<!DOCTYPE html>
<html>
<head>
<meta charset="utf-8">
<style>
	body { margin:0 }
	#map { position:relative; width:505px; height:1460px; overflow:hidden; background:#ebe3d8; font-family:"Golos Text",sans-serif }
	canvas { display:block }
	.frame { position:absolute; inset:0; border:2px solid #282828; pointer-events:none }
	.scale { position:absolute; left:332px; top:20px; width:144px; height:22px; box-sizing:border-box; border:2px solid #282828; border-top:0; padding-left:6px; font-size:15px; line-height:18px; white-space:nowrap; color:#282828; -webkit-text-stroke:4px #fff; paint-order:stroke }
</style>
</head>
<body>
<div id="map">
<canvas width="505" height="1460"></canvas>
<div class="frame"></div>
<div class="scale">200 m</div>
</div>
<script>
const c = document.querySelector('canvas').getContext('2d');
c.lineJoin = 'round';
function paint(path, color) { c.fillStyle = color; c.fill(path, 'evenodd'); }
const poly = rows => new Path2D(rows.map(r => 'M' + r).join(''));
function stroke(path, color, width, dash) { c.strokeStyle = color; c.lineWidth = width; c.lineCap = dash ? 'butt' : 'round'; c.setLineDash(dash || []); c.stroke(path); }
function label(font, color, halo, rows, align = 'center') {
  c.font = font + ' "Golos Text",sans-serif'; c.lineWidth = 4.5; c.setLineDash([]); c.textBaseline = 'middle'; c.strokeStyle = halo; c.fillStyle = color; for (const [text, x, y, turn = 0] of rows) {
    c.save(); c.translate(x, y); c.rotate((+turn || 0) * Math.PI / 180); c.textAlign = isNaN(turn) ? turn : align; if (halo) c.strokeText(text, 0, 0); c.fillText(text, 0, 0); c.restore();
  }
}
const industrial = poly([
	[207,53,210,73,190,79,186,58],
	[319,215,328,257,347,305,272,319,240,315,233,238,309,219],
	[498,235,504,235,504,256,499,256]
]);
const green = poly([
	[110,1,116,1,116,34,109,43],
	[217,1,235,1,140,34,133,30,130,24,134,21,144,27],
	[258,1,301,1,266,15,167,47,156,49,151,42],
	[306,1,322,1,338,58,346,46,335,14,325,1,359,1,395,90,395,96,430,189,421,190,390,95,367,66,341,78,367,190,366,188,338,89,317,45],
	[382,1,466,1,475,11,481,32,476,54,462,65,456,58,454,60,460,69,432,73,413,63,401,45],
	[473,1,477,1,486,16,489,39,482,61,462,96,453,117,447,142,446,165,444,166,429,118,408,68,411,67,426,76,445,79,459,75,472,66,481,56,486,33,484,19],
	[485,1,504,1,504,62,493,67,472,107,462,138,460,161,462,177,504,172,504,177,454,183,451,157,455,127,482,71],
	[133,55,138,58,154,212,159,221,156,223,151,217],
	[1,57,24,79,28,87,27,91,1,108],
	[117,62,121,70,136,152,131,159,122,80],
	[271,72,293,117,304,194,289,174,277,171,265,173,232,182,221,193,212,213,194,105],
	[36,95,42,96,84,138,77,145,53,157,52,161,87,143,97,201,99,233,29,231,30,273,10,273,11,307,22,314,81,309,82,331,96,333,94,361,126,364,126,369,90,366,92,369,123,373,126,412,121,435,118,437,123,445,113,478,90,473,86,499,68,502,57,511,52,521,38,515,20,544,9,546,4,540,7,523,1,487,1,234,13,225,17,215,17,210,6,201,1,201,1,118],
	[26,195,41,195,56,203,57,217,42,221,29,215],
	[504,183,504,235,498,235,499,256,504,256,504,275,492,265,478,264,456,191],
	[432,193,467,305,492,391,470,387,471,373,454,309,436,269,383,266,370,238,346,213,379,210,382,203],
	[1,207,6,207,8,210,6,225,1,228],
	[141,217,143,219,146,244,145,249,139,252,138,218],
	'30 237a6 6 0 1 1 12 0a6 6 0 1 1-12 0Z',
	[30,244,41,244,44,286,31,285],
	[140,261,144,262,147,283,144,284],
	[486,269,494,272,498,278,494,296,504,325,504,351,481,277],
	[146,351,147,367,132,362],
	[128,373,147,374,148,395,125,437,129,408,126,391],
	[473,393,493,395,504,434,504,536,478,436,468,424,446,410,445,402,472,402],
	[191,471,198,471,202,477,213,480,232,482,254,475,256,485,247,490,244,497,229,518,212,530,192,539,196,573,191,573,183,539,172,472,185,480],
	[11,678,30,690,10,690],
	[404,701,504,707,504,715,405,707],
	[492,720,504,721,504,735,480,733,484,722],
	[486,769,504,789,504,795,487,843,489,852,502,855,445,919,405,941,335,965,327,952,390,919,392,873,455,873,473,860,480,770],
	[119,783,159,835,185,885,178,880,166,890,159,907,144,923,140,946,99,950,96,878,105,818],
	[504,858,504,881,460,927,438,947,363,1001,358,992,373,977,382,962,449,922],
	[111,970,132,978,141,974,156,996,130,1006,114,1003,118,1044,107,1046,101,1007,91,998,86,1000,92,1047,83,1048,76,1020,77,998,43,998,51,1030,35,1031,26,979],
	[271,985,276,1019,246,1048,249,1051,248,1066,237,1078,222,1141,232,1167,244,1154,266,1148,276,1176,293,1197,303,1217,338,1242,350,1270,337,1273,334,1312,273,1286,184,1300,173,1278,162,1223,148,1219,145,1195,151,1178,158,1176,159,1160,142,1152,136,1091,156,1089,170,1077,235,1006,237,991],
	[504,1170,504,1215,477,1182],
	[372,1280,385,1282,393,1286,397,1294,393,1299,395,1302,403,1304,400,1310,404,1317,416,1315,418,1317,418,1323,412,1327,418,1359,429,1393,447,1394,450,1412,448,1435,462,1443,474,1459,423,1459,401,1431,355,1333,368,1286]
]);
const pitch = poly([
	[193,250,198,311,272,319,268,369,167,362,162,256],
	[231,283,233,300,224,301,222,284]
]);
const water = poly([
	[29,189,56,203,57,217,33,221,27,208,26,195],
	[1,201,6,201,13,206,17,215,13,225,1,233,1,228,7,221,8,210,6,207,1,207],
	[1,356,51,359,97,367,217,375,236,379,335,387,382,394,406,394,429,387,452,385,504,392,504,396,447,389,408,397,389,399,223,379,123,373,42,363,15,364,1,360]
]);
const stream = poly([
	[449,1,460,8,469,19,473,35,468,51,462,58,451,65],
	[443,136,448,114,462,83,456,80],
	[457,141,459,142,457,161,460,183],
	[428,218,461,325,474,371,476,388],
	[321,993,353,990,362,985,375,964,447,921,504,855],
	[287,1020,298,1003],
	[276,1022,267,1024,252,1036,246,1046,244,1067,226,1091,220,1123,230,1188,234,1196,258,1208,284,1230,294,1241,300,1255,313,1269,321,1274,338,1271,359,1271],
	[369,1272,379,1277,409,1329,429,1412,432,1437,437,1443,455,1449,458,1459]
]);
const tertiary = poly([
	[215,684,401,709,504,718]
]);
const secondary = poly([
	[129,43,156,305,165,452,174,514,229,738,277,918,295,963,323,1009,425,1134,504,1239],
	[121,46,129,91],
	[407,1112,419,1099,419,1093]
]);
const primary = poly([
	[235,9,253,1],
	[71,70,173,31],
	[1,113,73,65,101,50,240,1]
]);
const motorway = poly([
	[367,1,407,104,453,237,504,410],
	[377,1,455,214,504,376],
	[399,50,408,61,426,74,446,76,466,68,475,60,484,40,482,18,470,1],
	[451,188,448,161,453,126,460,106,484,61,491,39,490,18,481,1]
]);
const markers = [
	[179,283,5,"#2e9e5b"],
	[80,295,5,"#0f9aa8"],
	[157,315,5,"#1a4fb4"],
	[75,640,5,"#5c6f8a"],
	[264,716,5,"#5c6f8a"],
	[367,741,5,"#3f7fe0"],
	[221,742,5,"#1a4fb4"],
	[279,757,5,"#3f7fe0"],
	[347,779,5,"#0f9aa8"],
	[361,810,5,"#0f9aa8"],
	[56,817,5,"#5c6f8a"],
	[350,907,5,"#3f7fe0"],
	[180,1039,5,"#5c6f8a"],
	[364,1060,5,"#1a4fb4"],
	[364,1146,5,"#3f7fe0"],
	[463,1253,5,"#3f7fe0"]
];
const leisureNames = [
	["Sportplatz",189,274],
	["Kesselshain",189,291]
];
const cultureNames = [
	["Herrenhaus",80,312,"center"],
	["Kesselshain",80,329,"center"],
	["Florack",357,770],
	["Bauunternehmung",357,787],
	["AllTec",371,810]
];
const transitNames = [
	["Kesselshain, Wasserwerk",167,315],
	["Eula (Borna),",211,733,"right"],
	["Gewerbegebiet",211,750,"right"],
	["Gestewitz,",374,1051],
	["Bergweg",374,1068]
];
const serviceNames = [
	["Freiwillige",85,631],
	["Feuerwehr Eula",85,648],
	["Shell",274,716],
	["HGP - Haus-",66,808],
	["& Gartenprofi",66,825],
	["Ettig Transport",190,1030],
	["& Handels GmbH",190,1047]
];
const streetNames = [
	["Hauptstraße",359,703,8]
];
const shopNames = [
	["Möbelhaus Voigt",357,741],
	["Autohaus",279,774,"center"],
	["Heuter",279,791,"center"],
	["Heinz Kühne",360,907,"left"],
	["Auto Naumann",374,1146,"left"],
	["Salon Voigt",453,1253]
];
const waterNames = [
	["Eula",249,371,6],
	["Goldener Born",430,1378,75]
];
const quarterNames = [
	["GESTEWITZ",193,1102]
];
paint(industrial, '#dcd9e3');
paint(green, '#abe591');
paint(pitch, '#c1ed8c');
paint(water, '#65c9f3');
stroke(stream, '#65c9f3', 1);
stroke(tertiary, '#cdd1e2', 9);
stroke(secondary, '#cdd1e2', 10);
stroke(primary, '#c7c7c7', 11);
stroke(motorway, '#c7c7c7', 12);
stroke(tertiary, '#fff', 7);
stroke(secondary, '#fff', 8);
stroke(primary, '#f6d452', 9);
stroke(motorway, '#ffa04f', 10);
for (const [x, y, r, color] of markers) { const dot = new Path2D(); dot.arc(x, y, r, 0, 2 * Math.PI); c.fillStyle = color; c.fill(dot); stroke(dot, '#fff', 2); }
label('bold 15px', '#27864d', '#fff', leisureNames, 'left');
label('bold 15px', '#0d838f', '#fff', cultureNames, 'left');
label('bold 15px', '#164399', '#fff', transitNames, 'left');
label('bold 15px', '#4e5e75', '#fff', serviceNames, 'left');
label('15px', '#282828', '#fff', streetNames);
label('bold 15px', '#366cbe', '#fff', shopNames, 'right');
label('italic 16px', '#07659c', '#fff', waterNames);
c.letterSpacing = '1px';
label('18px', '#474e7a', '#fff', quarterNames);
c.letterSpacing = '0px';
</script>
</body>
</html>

____________

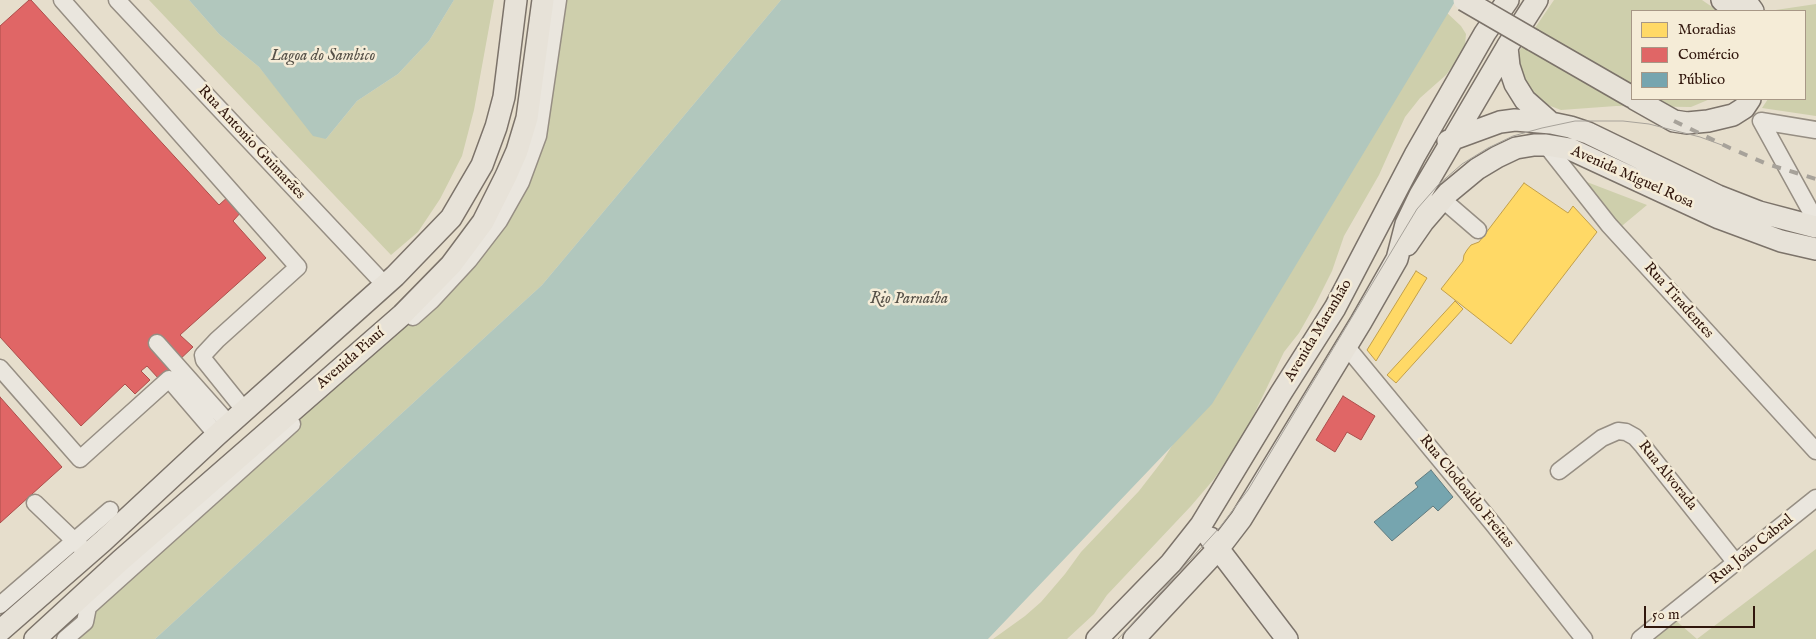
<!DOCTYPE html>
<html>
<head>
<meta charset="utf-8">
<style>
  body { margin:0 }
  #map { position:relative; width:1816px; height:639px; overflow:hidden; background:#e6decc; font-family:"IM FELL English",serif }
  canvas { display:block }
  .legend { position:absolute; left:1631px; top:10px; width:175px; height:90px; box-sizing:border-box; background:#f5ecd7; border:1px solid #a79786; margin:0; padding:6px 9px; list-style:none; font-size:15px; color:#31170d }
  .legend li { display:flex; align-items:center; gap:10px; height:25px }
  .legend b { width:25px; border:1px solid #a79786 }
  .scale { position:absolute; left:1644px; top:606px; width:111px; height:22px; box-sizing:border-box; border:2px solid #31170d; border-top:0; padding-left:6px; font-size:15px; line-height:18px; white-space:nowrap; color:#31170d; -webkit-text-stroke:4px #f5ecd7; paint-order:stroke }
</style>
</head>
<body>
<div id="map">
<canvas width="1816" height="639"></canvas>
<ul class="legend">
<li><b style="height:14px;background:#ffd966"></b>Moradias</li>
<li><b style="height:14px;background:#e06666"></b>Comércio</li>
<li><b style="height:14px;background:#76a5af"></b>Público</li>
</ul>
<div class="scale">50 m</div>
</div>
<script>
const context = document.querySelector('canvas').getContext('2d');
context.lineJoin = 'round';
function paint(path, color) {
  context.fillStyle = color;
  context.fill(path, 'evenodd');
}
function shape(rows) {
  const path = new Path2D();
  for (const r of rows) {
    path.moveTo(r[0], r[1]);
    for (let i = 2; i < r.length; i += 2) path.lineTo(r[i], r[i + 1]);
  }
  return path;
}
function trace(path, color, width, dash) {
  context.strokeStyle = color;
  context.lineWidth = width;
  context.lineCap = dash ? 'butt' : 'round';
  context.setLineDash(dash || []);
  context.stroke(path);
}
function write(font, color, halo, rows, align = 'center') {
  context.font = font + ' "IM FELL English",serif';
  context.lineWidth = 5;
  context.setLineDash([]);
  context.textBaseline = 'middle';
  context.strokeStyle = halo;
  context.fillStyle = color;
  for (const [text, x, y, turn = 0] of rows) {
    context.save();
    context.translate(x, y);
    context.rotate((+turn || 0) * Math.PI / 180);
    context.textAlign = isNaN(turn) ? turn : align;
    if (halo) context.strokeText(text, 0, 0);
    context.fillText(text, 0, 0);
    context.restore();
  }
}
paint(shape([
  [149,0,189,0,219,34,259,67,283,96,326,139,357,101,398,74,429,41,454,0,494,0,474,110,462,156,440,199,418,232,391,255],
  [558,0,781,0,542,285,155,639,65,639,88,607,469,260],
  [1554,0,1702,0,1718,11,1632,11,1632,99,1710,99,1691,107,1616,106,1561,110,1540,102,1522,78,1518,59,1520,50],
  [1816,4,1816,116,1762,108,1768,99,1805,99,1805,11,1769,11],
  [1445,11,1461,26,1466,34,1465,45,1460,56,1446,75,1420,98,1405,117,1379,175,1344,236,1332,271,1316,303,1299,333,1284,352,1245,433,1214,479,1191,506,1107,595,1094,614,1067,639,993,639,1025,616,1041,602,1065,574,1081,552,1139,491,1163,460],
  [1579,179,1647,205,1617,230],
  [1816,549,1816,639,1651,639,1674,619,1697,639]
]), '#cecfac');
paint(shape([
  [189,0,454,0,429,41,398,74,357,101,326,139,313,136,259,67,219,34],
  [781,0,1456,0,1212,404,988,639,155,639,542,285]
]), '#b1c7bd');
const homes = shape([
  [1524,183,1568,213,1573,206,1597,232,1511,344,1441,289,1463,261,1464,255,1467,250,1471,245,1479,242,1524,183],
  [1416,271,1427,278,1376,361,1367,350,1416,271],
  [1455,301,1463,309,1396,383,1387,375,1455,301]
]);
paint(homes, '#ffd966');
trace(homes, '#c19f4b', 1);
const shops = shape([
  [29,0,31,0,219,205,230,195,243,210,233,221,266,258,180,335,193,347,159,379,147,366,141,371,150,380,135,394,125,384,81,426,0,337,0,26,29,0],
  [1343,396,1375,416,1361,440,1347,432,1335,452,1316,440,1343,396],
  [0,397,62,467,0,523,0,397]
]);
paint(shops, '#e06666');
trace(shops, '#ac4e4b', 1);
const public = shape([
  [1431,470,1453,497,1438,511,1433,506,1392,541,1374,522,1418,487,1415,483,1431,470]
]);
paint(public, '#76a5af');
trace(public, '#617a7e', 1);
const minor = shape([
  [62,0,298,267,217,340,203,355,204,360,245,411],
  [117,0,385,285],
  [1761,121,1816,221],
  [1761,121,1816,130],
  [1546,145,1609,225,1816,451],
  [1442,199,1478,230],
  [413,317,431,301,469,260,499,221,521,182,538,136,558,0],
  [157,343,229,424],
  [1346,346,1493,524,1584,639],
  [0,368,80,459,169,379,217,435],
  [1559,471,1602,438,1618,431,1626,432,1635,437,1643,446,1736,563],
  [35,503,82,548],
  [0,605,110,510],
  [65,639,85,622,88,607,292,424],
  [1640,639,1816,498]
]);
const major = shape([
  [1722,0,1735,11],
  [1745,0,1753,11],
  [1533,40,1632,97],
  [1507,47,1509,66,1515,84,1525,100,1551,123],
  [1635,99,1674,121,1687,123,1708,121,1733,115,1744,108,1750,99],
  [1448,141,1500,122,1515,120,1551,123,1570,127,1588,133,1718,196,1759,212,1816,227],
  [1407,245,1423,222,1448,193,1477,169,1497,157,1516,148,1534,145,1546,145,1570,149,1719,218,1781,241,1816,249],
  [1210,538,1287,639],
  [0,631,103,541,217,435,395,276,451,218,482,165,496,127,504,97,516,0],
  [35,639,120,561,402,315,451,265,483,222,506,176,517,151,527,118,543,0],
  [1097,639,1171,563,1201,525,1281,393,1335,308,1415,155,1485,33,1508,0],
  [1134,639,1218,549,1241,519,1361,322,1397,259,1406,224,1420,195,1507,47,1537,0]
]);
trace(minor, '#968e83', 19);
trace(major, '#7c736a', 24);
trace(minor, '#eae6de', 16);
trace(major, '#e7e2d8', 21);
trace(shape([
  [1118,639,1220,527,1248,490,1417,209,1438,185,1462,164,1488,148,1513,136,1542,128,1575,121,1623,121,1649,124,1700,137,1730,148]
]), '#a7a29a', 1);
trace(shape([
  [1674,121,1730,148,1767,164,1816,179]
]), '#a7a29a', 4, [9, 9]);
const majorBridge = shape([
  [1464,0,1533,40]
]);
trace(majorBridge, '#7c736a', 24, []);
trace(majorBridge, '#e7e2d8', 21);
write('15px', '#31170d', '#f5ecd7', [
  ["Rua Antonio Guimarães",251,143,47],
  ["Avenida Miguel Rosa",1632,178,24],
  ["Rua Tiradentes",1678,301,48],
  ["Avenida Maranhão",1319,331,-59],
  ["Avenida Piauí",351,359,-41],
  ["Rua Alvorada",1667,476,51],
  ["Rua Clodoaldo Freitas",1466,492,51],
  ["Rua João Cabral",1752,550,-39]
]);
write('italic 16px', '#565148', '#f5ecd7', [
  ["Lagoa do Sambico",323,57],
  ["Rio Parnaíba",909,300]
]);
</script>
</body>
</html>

____________

Search the material for the word "lineJoin" and copy every matching line.

c.lineJoin = 'round';
context.lineJoin = 'round';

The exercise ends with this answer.